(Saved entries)
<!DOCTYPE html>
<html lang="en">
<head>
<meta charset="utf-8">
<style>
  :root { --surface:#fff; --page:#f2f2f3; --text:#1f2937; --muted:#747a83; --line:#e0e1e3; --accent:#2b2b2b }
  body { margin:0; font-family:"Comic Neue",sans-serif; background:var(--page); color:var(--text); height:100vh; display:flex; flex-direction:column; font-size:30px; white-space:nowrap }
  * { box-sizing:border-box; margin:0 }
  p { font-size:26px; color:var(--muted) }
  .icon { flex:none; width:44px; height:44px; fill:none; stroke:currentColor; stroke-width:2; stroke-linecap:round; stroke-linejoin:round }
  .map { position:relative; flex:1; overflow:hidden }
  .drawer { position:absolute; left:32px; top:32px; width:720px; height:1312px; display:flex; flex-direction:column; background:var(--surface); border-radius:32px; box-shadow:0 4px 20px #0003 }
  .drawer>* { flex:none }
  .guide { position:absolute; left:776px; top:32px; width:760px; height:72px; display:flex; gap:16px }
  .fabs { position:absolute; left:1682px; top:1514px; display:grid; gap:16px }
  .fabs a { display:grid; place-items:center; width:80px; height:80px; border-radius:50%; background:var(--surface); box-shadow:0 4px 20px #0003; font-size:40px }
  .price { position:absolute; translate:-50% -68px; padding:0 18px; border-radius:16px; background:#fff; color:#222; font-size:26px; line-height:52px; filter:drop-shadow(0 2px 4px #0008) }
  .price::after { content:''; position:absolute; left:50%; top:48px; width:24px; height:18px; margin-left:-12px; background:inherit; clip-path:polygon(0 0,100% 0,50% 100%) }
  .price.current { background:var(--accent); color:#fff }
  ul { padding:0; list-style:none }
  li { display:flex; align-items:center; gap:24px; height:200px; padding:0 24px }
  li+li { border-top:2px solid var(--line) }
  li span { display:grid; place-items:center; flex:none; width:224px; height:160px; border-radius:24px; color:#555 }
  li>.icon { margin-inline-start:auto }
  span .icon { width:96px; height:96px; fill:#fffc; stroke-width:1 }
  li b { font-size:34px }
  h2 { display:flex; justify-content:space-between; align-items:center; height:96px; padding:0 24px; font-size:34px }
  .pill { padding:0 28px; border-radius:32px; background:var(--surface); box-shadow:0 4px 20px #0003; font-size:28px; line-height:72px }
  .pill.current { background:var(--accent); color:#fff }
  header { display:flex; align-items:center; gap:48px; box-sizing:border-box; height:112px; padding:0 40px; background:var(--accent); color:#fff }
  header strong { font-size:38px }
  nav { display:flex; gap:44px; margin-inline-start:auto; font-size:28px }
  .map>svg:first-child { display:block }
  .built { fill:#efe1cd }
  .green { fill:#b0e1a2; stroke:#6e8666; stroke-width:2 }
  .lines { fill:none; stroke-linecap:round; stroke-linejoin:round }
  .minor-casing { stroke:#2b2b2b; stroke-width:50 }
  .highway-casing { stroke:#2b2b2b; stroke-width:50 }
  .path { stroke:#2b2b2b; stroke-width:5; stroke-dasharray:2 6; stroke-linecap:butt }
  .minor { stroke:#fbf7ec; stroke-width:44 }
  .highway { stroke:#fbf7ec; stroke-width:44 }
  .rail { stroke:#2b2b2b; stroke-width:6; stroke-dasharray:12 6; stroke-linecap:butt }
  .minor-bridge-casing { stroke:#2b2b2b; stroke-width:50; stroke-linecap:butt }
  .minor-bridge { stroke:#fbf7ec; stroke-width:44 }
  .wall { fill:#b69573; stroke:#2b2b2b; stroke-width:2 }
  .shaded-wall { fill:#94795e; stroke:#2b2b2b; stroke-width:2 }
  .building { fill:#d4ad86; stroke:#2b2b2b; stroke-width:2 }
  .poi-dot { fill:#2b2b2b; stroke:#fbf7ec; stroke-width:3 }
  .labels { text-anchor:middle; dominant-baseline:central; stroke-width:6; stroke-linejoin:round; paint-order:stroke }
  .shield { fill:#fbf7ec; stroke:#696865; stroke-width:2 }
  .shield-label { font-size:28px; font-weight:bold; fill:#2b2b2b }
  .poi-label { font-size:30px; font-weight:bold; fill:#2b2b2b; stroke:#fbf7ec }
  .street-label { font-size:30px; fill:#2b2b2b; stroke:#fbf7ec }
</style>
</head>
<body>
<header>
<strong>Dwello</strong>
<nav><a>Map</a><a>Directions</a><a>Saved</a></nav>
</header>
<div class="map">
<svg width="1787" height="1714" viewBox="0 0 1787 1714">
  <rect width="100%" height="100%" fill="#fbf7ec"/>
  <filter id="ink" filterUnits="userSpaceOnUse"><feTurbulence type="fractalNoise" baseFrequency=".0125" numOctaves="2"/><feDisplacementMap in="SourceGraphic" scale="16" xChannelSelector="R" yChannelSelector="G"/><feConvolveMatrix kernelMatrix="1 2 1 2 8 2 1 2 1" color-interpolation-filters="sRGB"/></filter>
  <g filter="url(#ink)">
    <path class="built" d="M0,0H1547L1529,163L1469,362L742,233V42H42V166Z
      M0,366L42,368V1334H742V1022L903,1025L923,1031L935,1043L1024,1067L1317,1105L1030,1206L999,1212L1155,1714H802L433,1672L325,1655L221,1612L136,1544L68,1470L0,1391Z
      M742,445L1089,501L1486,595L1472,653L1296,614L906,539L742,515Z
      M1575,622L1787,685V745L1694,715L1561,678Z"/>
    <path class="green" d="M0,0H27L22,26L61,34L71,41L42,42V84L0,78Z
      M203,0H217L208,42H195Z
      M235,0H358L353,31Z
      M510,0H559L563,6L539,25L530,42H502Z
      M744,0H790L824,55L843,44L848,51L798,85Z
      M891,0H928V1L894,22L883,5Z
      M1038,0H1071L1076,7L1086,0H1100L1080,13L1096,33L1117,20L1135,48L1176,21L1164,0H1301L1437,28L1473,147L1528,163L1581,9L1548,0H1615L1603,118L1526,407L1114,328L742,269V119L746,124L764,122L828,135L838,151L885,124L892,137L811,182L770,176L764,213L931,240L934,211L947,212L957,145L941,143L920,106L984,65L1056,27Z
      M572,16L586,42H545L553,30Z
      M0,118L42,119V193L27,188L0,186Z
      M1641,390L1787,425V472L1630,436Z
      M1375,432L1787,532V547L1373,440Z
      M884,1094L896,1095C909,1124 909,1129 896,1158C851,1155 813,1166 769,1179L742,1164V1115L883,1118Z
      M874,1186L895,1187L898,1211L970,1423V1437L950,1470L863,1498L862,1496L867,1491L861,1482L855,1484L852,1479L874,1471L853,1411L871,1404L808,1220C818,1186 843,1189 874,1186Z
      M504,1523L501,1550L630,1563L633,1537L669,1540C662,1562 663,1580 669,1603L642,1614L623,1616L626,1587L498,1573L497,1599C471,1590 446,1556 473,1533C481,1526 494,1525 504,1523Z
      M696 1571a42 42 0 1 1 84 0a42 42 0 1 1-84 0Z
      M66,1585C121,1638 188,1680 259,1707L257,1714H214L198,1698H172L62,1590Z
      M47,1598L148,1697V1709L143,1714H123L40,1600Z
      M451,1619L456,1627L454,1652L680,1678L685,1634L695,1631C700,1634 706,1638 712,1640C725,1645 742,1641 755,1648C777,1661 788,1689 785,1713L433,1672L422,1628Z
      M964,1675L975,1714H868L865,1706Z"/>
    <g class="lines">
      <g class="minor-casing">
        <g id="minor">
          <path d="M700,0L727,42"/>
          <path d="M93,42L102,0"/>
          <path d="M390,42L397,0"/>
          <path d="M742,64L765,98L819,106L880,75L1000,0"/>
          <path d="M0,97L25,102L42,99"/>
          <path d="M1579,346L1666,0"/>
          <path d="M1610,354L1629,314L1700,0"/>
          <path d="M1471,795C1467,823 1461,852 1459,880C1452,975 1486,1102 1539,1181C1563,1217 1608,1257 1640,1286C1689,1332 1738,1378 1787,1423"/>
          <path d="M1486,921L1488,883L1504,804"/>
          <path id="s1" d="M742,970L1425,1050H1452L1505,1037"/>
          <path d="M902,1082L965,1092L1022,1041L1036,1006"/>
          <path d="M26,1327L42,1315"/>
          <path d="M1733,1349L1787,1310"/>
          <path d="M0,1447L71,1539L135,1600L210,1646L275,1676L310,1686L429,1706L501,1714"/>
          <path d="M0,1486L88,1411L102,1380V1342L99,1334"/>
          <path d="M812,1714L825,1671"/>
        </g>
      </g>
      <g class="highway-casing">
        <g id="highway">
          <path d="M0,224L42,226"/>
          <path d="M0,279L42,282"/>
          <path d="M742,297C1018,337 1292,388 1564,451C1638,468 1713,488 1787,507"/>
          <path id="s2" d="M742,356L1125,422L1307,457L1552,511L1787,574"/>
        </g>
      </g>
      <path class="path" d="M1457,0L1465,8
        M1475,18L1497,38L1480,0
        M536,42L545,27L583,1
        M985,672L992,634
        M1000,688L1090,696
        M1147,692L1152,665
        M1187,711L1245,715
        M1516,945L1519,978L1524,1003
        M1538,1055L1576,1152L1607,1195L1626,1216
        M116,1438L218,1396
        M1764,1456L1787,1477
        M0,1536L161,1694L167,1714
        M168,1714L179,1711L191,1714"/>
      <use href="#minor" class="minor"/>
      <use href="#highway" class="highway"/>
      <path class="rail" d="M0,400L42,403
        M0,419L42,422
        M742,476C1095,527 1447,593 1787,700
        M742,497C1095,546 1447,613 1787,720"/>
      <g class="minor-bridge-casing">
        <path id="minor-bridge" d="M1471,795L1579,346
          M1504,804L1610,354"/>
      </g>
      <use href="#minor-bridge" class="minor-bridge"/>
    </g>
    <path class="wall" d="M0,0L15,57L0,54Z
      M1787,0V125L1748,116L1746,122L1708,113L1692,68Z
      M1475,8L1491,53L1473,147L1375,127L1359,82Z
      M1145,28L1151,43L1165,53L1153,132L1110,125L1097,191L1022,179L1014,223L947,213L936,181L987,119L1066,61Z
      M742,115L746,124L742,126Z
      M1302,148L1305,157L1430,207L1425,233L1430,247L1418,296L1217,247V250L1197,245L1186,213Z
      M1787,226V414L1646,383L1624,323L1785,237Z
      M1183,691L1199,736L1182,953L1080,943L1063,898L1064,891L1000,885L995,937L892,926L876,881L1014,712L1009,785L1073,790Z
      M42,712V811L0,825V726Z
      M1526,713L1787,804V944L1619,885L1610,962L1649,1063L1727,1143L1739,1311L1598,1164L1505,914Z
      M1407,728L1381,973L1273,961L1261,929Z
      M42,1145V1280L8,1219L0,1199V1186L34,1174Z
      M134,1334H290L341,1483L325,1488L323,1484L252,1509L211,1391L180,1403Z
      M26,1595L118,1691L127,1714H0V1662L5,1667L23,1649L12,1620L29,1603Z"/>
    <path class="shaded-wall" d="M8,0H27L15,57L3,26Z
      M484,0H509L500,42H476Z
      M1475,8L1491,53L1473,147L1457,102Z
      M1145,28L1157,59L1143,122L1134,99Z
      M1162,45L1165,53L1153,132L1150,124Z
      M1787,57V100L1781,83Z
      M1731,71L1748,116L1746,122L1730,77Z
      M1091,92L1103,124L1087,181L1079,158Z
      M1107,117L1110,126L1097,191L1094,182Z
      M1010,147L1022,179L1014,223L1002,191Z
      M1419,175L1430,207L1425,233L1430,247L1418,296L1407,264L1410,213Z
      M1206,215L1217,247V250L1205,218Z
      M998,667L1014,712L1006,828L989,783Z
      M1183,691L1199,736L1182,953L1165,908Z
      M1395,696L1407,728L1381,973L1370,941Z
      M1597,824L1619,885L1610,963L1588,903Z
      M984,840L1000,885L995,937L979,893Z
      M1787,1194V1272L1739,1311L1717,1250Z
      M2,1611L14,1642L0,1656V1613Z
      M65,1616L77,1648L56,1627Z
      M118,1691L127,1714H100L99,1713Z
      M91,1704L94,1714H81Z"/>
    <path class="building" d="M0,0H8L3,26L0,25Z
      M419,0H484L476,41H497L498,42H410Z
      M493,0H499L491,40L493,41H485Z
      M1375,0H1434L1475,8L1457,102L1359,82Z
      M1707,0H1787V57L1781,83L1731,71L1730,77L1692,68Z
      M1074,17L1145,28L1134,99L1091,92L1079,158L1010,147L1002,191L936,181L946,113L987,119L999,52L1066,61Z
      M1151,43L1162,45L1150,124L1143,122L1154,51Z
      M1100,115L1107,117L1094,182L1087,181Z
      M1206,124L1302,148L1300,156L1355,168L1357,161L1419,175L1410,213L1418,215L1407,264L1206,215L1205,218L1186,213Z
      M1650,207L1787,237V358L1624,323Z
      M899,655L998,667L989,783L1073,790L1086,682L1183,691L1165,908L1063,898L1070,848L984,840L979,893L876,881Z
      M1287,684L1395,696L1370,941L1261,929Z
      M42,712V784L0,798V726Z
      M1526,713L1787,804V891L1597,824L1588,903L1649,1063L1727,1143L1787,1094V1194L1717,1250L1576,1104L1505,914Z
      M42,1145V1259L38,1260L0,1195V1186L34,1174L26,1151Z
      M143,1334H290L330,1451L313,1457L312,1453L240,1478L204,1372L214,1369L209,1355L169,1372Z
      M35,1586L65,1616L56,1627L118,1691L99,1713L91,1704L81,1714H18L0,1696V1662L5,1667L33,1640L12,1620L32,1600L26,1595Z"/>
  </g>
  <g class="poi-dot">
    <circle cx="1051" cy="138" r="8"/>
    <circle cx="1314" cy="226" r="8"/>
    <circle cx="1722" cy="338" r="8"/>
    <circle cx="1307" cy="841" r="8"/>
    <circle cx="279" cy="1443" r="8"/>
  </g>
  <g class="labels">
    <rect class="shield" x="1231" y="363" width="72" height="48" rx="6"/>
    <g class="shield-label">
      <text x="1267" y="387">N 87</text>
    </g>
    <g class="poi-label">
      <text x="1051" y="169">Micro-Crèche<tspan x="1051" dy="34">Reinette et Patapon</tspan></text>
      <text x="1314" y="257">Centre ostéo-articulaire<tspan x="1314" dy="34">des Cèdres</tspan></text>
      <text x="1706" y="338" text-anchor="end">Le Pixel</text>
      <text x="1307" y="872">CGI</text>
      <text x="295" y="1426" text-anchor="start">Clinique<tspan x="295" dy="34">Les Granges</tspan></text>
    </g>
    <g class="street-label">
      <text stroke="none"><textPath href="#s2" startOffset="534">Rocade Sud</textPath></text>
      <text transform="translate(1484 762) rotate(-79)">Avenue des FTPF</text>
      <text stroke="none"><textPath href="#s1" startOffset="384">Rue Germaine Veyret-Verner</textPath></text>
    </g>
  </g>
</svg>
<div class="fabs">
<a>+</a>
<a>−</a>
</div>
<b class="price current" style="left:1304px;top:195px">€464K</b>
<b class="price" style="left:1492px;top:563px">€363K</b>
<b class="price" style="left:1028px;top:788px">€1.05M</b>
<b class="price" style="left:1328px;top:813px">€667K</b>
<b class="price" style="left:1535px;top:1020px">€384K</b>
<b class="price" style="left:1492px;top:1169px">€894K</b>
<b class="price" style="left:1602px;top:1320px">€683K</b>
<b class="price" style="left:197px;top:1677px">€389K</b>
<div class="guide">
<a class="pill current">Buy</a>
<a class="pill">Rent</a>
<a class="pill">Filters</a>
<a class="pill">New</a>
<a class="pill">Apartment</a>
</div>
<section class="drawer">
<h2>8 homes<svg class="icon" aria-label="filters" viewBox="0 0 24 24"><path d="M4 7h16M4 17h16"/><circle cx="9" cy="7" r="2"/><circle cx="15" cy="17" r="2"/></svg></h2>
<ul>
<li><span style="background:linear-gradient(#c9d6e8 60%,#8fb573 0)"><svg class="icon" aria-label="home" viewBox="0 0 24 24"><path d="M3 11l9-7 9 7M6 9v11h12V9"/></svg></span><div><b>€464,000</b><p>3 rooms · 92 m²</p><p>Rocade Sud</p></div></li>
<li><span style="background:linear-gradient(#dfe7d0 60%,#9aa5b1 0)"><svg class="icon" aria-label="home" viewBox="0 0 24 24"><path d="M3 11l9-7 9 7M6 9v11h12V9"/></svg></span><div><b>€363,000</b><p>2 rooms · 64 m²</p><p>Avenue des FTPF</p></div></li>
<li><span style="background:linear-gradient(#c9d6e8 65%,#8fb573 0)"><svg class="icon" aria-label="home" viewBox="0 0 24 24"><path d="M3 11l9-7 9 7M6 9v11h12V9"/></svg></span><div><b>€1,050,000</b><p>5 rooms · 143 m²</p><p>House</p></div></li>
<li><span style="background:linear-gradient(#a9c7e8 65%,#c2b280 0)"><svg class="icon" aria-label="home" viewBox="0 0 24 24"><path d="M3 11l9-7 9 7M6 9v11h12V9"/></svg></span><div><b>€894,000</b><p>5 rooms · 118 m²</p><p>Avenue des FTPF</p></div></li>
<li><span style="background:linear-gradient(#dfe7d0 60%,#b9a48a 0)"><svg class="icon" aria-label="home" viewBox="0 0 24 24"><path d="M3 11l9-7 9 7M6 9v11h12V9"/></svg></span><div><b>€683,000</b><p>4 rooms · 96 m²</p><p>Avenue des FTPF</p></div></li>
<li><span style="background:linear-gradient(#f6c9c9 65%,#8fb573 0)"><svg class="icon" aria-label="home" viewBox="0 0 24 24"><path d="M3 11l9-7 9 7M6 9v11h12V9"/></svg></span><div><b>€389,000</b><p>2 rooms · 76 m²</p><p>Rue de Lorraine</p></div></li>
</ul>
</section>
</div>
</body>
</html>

→ AIM OF THE EXERCISE: Look through the entries and return each line that has the word "fabs" in it.

→ SOLVED PROBLEM:
  .fabs { position:absolute; left:1682px; top:1514px; display:grid; gap:16px }
  .fabs a { display:grid; place-items:center; width:80px; height:80px; border-radius:50%; background:var(--surface); box-shadow:0 4px 20px #0003; font-size:40px }
<div class="fabs">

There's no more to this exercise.